Down to the final line, print the records below exactly and without pictures.

━━━ DATA RECORDS

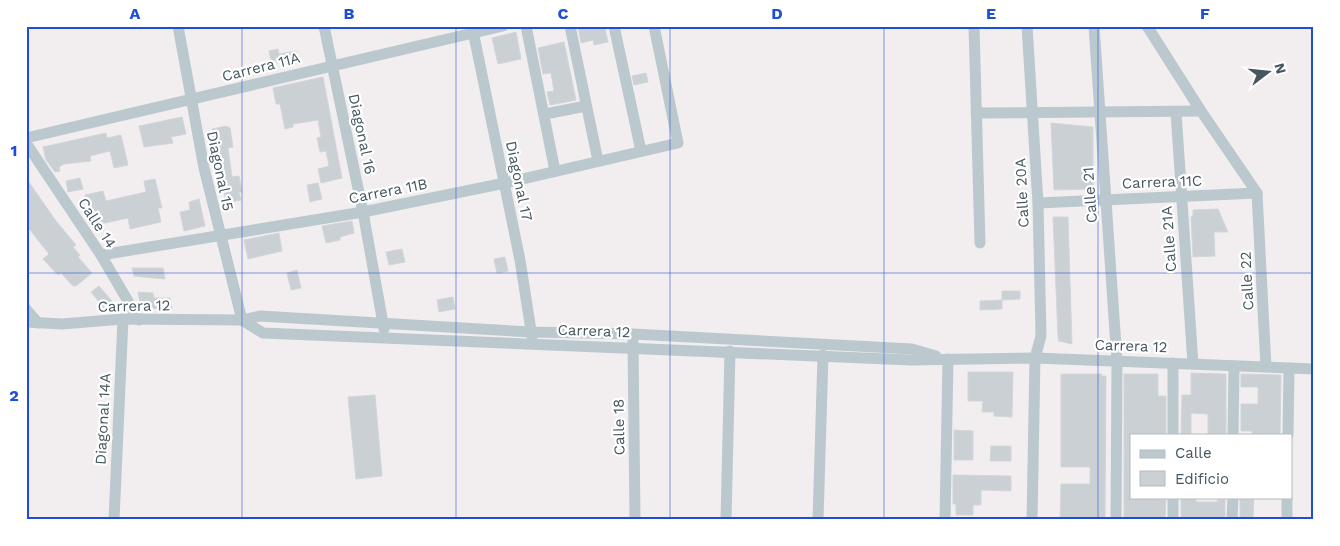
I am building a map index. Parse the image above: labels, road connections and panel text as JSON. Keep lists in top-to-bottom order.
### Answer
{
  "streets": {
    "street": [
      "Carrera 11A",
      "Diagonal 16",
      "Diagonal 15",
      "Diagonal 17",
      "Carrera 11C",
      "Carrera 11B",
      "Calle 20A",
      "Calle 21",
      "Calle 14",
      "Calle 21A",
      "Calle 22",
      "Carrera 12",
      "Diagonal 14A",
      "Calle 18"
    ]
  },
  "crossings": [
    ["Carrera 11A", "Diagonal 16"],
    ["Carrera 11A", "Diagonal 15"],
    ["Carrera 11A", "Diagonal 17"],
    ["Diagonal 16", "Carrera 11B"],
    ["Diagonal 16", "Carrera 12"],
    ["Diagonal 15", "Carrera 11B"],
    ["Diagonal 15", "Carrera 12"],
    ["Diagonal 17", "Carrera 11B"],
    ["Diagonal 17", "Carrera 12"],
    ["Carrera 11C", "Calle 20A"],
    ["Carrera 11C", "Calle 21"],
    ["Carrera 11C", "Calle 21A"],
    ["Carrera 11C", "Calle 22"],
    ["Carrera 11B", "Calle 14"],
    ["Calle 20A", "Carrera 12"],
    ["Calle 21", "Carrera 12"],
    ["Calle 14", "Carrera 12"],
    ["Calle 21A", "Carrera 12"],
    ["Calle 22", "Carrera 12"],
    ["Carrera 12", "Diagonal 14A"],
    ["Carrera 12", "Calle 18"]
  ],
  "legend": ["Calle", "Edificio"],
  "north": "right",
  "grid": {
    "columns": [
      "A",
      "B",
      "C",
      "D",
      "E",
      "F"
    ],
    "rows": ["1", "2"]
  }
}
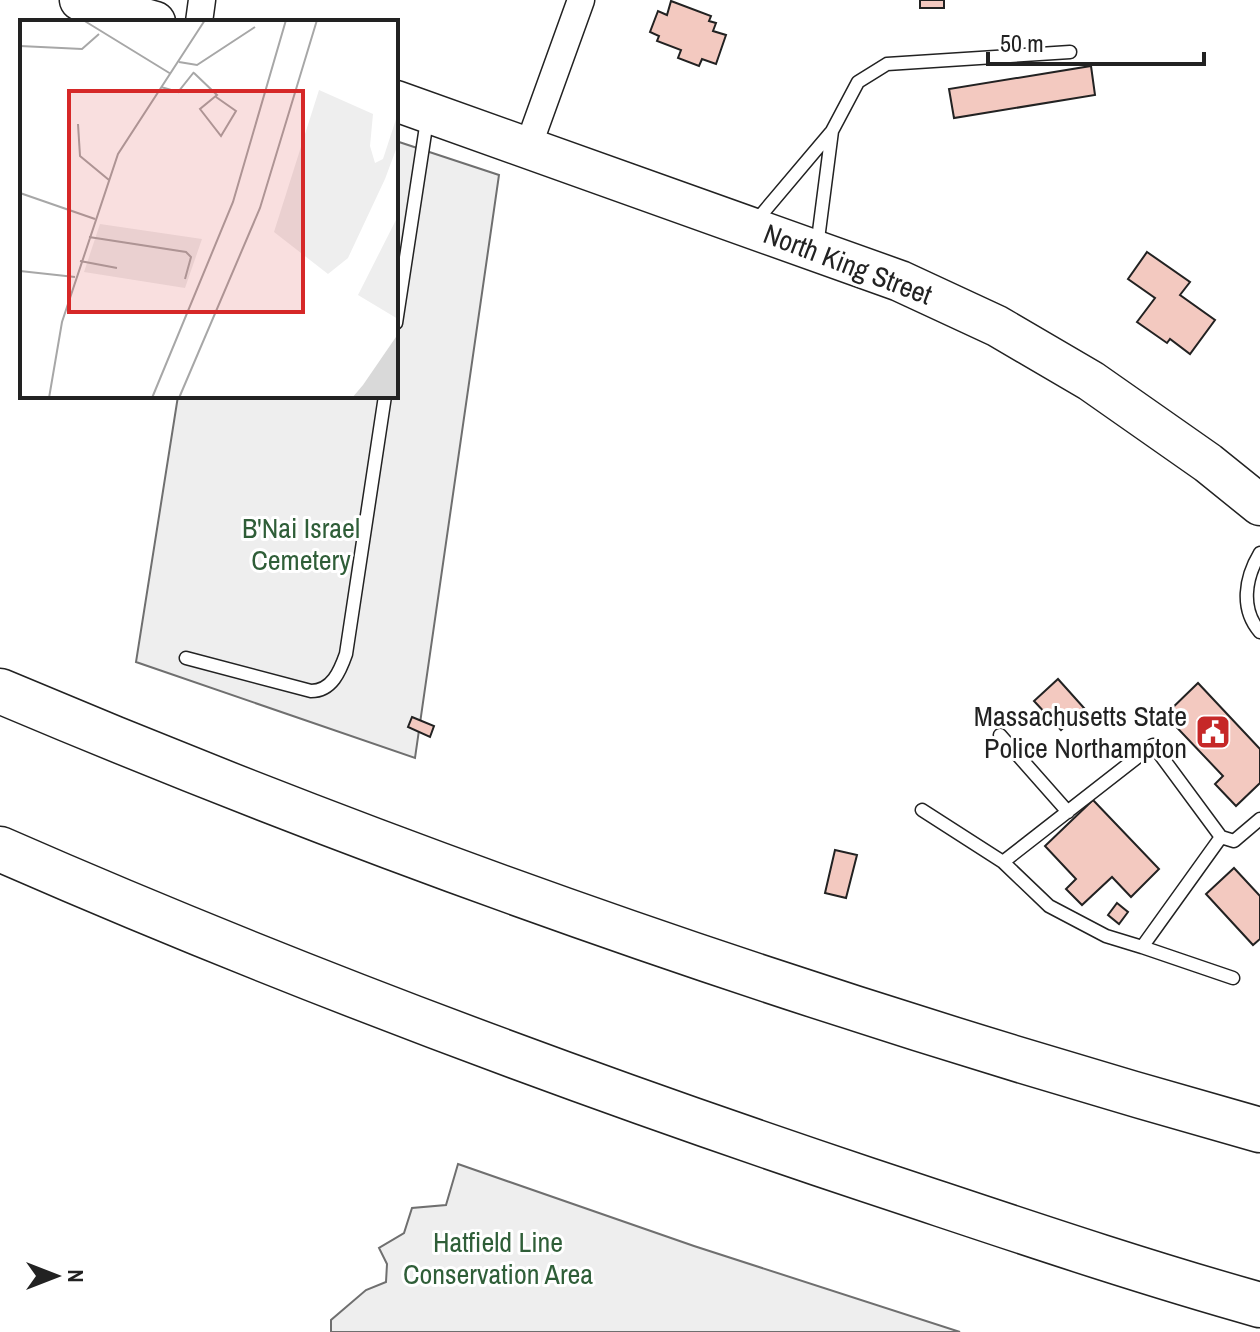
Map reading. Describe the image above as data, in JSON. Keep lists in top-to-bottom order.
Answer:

━━━━━━

[PROBLEM SOLUTION]
I am building a map index. Parse the image above: labels, road connections and panel text as JSON. Keep lists in top-to-bottom order.
### Answer
{
  "streets": {
    "street": [
      "Carrera 11A",
      "Diagonal 16",
      "Diagonal 15",
      "Diagonal 17",
      "Carrera 11C",
      "Carrera 11B",
      "Calle 20A",
      "Calle 21",
      "Calle 14",
      "Calle 21A",
      "Calle 22",
      "Carrera 12",
      "Diagonal 14A",
      "Calle 18"
    ]
  },
  "crossings": [
    ["Carrera 11A", "Diagonal 16"],
    ["Carrera 11A", "Diagonal 15"],
    ["Carrera 11A", "Diagonal 17"],
    ["Diagonal 16", "Carrera 11B"],
    ["Diagonal 16", "Carrera 12"],
    ["Diagonal 15", "Carrera 11B"],
    ["Diagonal 15", "Carrera 12"],
    ["Diagonal 17", "Carrera 11B"],
    ["Diagonal 17", "Carrera 12"],
    ["Carrera 11C", "Calle 20A"],
    ["Carrera 11C", "Calle 21"],
    ["Carrera 11C", "Calle 21A"],
    ["Carrera 11C", "Calle 22"],
    ["Carrera 11B", "Calle 14"],
    ["Calle 20A", "Carrera 12"],
    ["Calle 21", "Carrera 12"],
    ["Calle 14", "Carrera 12"],
    ["Calle 21A", "Carrera 12"],
    ["Calle 22", "Carrera 12"],
    ["Carrera 12", "Diagonal 14A"],
    ["Carrera 12", "Calle 18"]
  ],
  "legend": ["Calle", "Edificio"],
  "north": "right",
  "grid": {
    "columns": [
      "A",
      "B",
      "C",
      "D",
      "E",
      "F"
    ],
    "rows": ["1", "2"]
  }
}
Map reading. Describe the image above as data, in JSON. Keep lists in top-to-bottom order.
Answer:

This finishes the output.